Whereas larger states like Nevada and Texas have diverse populations dispersed across a large area, culturally diverse cities with dense urban environments tend to be located in states on the Atlantic and Pacific coasts. Not surprisingly, these states are also the most likely to be recognized by international visitors: New York, New Jersey, Maryland, and California.
If the goal of your exchange program is to experience the most diversity and engage with the most people possible during your time in the U.S., the populous coastal regions are a good place to start.
Stretch Your Dollars Further in the Heartland
Though every state uses the same U.S. dollars, what those dollars can actually buy will vary considerably across states in the same way as cost-of-living between countries.
Because you will have a limited program duration as an international teacher and may want to utilize some of your existing savings throughout your program, it might be worth considering how far the money you have now will go in a particular state before considering what you might be expected to earn during your program.
This is very important to keep in mind when considering states in coastal regions which are known for higher costs of living as well as higher levels of cultural diversity.
After adjusting for cost of living, less-expensive midwest states like Michigan and Illinois have been found to actually compensate their teachers better than higher-paying states on the coasts. Michigan, in particular, generally has some of the lowest costs of living in the country which makes it a good choice for more frugal-minded international teachers.

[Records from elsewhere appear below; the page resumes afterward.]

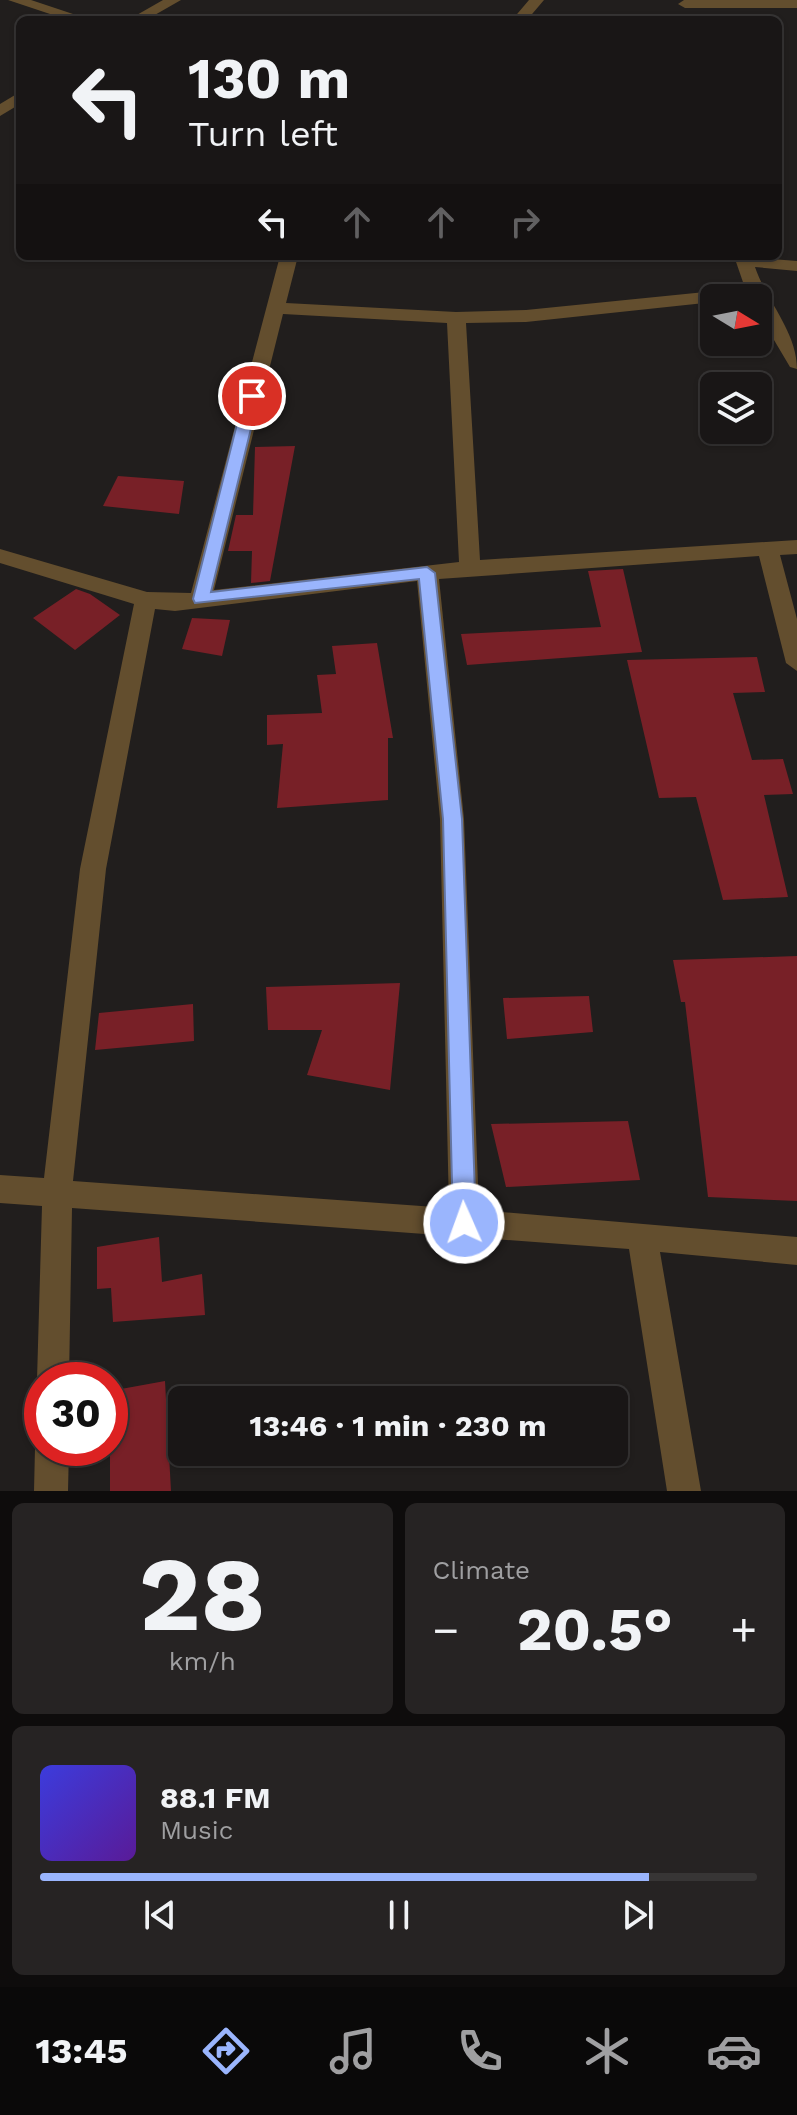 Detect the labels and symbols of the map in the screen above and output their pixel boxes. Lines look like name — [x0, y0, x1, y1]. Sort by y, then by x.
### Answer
north arrow — [700, 284, 772, 356]
pin — [218, 362, 286, 430]
position arrow — [422, 1181, 506, 1265]
speed limit sign: 30 — [24, 1362, 128, 1466]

Don’t Fly Over If You Want to Be a Trailblazer
Regardless of the many learning opportunities for international teachers when they come to the U.S., most program participants are chosen based on the considerable teaching experience they already have.
And if you’re an already-experienced teacher who is interested in having the greatest possible cultural or educational impact on your students, it might be a good idea to head toward states in the middle of the country with lower population densities where people tend to live further apart.
Because coastal regions and big cities already attract talent from all other the world, your experience and qualifications as an international teacher will have the greatest impact on students who otherwise wouldn’t benefit from such a high level of instruction. A group of students from a more remote and less-populous state like Arizona, Nevada, or Alabama are most likely to benefit from a highly-qualified international teacher such as yourself.
In other words, to truly make the most impact, try not to think of where it would be best for you—think instead of where you could benefit your students the most.
Know Yourself to Know the Best Place for You
Whatever your situation, you know it best. The best state for teaching in your case might be based on a specific factor, or a combination of factors, not mentioned in these guidelines.
For instance, a math teacher from a Spanish-speaking country may feel more comfortable living in a southern state with a high Spanish-speaking population whereas someone coming to teach Spanish in the U.S. may prefer to go to a state where the need for Spanish-language teachers is higher.
If you know that your situation is unique, keep searching! The best state for you may not have been mentioned here and may not be one that you have thought of before. We hope that some of the points and resources here will help you get a better sense of what to expect.
After you have determined that you satisfy the teaching standards of the U.S. state in which you wish to teach and have a formal written offer from a U.S. primary or secondary school, you will be ready to apply for the Teach USA program.
Applications open for the coming school year on April 1st of each year. Complete applications (from teacher and host school) need to be received no later than July 15th. Teachers should begin their programs at the beginning of the academic year in August or September, but may be considered during the school year under special circumstances.